» Exercise brief: If a line contains "0 7px,transparent 0", it is the last one to write out; begin with the first line of the records and copy each exactly.

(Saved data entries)
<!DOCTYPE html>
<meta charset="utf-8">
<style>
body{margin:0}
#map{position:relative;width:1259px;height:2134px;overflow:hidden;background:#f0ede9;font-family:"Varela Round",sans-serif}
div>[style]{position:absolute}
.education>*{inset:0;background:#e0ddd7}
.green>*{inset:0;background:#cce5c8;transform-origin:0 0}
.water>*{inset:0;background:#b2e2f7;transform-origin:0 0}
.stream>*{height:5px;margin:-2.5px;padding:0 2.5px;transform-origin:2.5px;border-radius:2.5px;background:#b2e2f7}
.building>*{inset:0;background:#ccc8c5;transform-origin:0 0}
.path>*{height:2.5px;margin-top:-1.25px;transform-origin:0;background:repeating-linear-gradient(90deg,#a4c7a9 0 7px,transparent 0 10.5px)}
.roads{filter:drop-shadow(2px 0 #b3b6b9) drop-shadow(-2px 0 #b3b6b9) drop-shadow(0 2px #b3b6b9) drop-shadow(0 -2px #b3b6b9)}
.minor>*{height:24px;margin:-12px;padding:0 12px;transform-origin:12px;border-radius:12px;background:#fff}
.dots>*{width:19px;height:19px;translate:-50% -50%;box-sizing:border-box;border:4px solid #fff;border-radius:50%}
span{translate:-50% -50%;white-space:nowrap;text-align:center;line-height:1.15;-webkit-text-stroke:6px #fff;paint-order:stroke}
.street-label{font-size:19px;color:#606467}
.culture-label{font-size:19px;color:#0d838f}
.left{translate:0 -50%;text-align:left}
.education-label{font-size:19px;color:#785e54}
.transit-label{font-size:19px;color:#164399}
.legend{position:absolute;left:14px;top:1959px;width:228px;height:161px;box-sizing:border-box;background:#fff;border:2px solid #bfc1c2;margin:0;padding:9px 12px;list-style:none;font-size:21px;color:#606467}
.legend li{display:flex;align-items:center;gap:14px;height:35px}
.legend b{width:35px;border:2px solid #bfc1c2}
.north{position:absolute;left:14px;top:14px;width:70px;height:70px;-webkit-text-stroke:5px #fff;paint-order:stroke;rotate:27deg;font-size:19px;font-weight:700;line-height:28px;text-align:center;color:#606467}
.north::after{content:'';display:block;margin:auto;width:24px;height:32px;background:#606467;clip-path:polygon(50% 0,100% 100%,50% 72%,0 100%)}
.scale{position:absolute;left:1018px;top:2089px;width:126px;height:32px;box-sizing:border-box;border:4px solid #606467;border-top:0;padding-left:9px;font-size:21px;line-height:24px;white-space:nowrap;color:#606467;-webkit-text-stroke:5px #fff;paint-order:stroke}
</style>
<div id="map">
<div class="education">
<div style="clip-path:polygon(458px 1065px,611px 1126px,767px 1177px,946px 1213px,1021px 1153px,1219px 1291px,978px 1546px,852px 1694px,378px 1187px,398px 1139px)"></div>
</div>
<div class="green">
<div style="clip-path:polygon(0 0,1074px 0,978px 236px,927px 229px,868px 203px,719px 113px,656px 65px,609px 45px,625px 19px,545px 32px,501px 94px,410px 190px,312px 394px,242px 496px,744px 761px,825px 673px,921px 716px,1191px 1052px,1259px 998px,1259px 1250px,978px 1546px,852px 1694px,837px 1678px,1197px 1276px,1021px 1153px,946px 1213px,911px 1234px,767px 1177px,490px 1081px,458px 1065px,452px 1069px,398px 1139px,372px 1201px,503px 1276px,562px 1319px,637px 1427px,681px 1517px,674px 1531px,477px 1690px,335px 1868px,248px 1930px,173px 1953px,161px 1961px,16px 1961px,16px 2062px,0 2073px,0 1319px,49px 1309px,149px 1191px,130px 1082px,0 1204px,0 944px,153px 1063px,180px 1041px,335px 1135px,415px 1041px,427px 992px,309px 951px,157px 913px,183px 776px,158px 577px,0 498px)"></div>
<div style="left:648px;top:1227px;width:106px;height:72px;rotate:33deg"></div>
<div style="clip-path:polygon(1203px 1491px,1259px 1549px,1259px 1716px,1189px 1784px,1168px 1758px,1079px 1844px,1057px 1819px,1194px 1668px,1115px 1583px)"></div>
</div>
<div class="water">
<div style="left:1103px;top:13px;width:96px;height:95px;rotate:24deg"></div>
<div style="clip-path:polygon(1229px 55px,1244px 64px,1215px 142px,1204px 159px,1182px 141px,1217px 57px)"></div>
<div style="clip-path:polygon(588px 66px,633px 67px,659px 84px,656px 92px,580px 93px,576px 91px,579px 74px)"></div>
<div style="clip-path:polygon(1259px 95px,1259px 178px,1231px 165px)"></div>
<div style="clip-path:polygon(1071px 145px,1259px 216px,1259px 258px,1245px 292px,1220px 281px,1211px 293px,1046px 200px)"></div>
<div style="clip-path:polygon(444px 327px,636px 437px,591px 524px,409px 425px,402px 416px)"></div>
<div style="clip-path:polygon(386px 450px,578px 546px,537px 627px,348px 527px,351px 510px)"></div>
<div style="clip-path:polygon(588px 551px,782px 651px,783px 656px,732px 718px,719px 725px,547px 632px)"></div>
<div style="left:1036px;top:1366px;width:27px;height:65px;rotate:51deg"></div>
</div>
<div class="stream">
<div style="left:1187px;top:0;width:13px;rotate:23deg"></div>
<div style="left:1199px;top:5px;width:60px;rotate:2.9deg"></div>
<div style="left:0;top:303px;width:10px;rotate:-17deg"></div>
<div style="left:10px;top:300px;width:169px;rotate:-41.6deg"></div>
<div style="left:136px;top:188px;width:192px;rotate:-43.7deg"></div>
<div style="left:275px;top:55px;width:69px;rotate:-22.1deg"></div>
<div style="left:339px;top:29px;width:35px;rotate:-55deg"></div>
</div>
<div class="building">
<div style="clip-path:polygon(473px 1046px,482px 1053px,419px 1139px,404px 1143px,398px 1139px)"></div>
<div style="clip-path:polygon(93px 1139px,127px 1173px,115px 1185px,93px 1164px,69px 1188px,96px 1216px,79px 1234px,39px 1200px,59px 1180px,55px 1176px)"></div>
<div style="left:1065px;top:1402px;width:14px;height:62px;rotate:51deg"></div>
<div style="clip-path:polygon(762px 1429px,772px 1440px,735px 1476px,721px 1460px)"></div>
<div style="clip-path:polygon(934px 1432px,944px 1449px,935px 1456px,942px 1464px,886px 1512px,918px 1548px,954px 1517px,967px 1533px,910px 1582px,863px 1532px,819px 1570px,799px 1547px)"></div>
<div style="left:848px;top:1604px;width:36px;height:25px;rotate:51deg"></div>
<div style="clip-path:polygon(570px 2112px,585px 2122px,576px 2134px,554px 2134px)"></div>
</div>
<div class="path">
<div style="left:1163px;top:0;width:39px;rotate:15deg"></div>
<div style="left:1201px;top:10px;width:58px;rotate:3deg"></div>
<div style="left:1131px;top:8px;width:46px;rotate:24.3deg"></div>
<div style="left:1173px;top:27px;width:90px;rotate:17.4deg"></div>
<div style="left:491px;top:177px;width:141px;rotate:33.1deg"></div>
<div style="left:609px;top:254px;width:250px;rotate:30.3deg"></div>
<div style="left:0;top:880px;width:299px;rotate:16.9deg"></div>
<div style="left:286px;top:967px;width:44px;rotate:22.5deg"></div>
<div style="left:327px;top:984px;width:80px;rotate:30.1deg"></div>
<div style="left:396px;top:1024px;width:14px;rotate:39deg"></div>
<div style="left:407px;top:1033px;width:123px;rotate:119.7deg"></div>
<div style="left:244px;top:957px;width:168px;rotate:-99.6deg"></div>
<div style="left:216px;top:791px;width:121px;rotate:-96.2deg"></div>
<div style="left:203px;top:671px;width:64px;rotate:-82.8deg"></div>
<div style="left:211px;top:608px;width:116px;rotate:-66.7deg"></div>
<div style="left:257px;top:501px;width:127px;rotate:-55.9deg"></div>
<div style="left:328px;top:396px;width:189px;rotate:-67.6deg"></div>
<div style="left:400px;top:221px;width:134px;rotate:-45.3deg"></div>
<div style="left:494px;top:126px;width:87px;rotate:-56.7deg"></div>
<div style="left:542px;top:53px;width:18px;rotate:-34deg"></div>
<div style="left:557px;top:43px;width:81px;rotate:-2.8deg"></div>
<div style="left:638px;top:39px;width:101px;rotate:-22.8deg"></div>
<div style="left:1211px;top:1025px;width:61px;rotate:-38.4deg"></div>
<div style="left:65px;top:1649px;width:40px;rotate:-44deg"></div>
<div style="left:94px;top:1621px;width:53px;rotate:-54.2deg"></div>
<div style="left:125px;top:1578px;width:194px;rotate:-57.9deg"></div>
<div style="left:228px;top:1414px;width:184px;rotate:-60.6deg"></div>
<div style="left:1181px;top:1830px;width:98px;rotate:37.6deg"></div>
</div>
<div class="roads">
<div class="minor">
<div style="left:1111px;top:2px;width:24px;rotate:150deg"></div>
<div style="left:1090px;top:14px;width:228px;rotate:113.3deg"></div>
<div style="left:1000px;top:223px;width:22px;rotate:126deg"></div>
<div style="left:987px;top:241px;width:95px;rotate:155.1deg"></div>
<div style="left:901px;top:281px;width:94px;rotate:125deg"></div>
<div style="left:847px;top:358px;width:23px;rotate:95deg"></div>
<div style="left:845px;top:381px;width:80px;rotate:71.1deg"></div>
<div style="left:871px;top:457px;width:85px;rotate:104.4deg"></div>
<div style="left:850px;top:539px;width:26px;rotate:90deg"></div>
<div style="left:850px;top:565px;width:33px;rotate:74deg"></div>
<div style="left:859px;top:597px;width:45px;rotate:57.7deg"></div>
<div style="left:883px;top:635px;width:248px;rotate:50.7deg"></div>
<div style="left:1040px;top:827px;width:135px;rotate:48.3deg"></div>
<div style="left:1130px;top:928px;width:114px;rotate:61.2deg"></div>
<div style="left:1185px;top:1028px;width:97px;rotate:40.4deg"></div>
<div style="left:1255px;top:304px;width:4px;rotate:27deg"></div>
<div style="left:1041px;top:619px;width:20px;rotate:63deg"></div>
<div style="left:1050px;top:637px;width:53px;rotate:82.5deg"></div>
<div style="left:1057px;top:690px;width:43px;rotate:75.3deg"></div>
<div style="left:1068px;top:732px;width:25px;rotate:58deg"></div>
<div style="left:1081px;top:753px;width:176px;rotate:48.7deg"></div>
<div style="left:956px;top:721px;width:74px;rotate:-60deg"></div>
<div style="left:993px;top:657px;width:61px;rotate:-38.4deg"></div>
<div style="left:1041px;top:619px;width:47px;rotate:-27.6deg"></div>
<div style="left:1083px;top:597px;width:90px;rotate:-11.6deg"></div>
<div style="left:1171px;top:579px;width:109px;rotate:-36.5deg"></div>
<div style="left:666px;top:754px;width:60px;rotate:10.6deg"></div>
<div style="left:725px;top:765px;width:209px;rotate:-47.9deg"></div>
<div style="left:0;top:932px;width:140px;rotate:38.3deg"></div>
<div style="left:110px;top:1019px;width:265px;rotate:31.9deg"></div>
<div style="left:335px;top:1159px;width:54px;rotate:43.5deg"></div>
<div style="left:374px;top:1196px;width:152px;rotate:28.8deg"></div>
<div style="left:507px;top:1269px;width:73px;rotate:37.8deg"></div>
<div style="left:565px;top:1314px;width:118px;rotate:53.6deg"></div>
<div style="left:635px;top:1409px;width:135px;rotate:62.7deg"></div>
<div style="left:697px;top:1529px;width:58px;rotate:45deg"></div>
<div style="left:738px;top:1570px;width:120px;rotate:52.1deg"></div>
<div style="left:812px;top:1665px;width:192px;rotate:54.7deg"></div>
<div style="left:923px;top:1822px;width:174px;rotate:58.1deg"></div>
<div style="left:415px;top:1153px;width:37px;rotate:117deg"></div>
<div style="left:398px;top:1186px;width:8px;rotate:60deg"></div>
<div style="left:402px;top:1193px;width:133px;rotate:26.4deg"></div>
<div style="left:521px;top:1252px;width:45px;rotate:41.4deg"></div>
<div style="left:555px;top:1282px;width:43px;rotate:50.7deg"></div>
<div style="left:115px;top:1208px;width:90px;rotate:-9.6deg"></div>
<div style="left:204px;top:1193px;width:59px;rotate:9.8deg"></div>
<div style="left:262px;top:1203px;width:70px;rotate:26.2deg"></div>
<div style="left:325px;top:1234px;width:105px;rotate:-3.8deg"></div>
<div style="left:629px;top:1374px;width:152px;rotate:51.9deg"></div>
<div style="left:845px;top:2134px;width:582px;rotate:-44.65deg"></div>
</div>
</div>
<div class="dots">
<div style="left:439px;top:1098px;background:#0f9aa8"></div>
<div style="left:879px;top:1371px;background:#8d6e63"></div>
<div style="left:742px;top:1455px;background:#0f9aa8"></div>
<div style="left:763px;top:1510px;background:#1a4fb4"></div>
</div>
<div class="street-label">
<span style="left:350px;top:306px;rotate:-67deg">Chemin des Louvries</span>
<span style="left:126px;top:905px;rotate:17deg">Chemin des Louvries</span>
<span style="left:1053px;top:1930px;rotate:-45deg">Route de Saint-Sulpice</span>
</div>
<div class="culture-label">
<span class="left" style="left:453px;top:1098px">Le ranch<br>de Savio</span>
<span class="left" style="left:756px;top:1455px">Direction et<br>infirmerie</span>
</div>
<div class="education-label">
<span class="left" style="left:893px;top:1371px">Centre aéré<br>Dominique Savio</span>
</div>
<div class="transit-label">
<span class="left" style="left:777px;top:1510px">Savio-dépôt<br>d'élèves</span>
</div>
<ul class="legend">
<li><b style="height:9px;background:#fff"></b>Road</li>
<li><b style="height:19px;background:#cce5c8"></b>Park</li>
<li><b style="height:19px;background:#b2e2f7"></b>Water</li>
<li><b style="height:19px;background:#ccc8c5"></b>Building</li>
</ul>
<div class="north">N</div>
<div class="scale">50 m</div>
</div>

» Exercise result:
<!DOCTYPE html>
<meta charset="utf-8">
<style>
body{margin:0}
#map{position:relative;width:1259px;height:2134px;overflow:hidden;background:#f0ede9;font-family:"Varela Round",sans-serif}
div>[style]{position:absolute}
.education>*{inset:0;background:#e0ddd7}
.green>*{inset:0;background:#cce5c8;transform-origin:0 0}
.water>*{inset:0;background:#b2e2f7;transform-origin:0 0}
.stream>*{height:5px;margin:-2.5px;padding:0 2.5px;transform-origin:2.5px;border-radius:2.5px;background:#b2e2f7}
.building>*{inset:0;background:#ccc8c5;transform-origin:0 0}
.path>*{height:2.5px;margin-top:-1.25px;transform-origin:0;background:repeating-linear-gradient(90deg,#a4c7a9 0 7px,transparent 0 10.5px)}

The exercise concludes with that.